The news from Iraq was worsening every day; skewed, no doubt, by CNN and BBC World News, which I was forced to depend on. The Diwan took a number of American and British journals and magazines, some of which were passed on to me, but mainly we relied on online news services, and Al Jazeera, in Doha, which started broadcasting in English at the end of 2006. The Jordan Radio and Television Corporation, or JRTV, was showing West Bank olive groves being bulldozed for more settlements, their owners roughly handled, family picnics disrupted, women wailing, young boys shouting insults and throwing stones.
The borders into Jordan were now closed to all except the very rich with suitcases of US dollars, so the stories went.
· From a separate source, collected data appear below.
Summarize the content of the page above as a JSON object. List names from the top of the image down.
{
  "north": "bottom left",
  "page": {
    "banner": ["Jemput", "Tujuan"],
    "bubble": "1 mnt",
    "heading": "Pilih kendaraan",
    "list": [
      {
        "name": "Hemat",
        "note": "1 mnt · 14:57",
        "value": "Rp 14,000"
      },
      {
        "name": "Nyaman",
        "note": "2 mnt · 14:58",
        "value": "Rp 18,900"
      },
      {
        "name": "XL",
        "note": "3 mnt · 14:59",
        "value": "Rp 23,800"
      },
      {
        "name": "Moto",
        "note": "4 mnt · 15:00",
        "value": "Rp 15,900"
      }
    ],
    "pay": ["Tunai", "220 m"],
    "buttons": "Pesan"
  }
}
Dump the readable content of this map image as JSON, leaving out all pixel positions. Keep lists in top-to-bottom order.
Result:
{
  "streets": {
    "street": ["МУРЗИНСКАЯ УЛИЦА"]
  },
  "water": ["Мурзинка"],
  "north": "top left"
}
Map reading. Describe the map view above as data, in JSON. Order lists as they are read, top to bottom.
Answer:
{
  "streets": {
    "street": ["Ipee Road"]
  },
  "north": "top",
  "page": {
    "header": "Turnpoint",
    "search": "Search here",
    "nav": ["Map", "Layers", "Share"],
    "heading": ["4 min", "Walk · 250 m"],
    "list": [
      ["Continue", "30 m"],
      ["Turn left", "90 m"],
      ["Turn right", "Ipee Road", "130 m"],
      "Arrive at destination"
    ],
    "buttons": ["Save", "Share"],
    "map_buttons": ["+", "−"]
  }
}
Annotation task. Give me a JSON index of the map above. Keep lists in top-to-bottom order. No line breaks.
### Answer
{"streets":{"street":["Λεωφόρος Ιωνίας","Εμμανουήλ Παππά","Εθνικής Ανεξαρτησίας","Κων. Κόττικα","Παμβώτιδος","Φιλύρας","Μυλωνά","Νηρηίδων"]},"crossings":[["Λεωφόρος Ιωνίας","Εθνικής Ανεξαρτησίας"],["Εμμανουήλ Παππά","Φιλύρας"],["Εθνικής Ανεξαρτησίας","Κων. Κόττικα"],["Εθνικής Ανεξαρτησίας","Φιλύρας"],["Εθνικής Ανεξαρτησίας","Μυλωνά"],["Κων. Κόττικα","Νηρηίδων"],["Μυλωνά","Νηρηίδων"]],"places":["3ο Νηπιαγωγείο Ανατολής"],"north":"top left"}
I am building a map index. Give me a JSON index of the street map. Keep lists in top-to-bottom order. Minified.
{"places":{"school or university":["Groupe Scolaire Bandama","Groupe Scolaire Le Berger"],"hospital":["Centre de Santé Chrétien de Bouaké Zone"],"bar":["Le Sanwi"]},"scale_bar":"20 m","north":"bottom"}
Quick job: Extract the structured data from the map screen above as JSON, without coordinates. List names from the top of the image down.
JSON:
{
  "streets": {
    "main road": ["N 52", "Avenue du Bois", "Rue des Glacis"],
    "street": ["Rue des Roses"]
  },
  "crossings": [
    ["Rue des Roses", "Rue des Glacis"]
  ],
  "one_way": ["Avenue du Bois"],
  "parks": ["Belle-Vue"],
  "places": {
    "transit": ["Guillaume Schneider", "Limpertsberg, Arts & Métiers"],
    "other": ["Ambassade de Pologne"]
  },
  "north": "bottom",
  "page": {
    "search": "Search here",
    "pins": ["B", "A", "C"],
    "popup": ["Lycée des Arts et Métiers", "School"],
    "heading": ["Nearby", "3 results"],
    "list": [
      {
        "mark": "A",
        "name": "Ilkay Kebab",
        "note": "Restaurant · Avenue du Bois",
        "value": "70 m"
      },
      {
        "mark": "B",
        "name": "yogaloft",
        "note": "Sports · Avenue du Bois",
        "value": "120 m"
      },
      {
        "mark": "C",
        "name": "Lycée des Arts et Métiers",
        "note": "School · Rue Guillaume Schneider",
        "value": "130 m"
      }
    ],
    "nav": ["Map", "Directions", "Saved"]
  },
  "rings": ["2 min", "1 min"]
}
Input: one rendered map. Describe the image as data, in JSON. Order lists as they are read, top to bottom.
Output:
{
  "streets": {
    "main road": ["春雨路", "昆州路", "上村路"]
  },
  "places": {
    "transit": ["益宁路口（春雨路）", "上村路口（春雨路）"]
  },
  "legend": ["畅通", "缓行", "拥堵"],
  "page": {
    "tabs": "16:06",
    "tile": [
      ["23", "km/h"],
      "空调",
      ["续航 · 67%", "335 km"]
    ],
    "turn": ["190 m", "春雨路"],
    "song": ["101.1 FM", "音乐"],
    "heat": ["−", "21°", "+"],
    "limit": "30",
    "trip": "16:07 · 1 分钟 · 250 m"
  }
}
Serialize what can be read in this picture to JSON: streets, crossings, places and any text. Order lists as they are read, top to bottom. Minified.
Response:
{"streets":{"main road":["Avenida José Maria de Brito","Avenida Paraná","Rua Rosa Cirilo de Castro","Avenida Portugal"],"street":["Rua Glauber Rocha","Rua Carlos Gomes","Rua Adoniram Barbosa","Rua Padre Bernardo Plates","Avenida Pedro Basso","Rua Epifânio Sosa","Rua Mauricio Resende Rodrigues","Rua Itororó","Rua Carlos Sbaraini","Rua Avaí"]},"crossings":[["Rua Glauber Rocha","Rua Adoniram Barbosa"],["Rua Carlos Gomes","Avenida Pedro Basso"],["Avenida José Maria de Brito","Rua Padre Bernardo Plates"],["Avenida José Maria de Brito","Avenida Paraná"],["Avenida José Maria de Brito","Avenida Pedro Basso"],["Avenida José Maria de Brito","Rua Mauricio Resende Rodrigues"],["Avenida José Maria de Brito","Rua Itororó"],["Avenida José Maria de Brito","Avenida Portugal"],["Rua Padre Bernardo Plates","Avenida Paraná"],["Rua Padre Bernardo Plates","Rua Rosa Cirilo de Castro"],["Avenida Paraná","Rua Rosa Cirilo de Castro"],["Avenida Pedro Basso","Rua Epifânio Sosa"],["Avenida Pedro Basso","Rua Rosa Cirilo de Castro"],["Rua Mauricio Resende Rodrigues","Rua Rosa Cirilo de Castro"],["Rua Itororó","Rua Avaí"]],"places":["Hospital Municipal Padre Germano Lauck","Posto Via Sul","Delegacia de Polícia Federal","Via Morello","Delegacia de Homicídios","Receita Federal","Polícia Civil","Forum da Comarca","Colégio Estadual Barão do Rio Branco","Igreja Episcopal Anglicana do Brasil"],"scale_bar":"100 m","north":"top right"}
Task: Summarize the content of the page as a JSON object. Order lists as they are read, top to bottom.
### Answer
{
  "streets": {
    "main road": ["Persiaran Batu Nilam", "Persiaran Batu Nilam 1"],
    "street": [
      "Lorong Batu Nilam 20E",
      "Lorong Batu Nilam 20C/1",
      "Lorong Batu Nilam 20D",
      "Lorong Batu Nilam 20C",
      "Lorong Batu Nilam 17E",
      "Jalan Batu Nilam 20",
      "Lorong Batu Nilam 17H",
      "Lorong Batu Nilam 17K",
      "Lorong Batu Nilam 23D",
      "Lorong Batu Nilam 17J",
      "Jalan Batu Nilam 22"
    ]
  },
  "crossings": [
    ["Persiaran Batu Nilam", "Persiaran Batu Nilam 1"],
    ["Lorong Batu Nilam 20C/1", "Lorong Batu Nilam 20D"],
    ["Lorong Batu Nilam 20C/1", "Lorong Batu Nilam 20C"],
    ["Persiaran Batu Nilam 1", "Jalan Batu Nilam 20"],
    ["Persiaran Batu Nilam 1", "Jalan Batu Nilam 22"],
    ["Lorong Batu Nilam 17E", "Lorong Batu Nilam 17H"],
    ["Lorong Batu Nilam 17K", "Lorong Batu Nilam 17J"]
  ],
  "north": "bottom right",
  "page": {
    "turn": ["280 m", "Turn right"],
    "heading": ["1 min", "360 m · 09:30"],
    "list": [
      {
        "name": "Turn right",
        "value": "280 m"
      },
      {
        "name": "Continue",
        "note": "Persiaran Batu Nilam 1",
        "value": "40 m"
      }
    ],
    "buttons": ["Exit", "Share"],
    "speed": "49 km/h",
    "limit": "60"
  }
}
Others who could make it across no man’s land paid 150,000 dinar (about 300,000 Australian dollars). More than 750,000 Iraqis had entered Jordan, adding 250,000 cars to the roads. The massive contracts for reconstruction and redevelopment by Iraqis buying their way into Jordan with US dollars for kickbacks had, even in just the six months since I was last there, meant more construction sites at every turn in the road. Vast mansions with high walls and turrets, security gates and triple garages were being erected on land with views out over the fertile Jordan Valley; by rich Iraqis, I was told. Stories we’d been hearing in Australia of money laundering inside the Iraqi Oil-for-Food program, implicating the Australian Wheat Board and its dealings with the Alia trucking company, sounded increasingly likely. I asked around intending to write something for The Monthly but no one I met in Amman had heard of the scandal.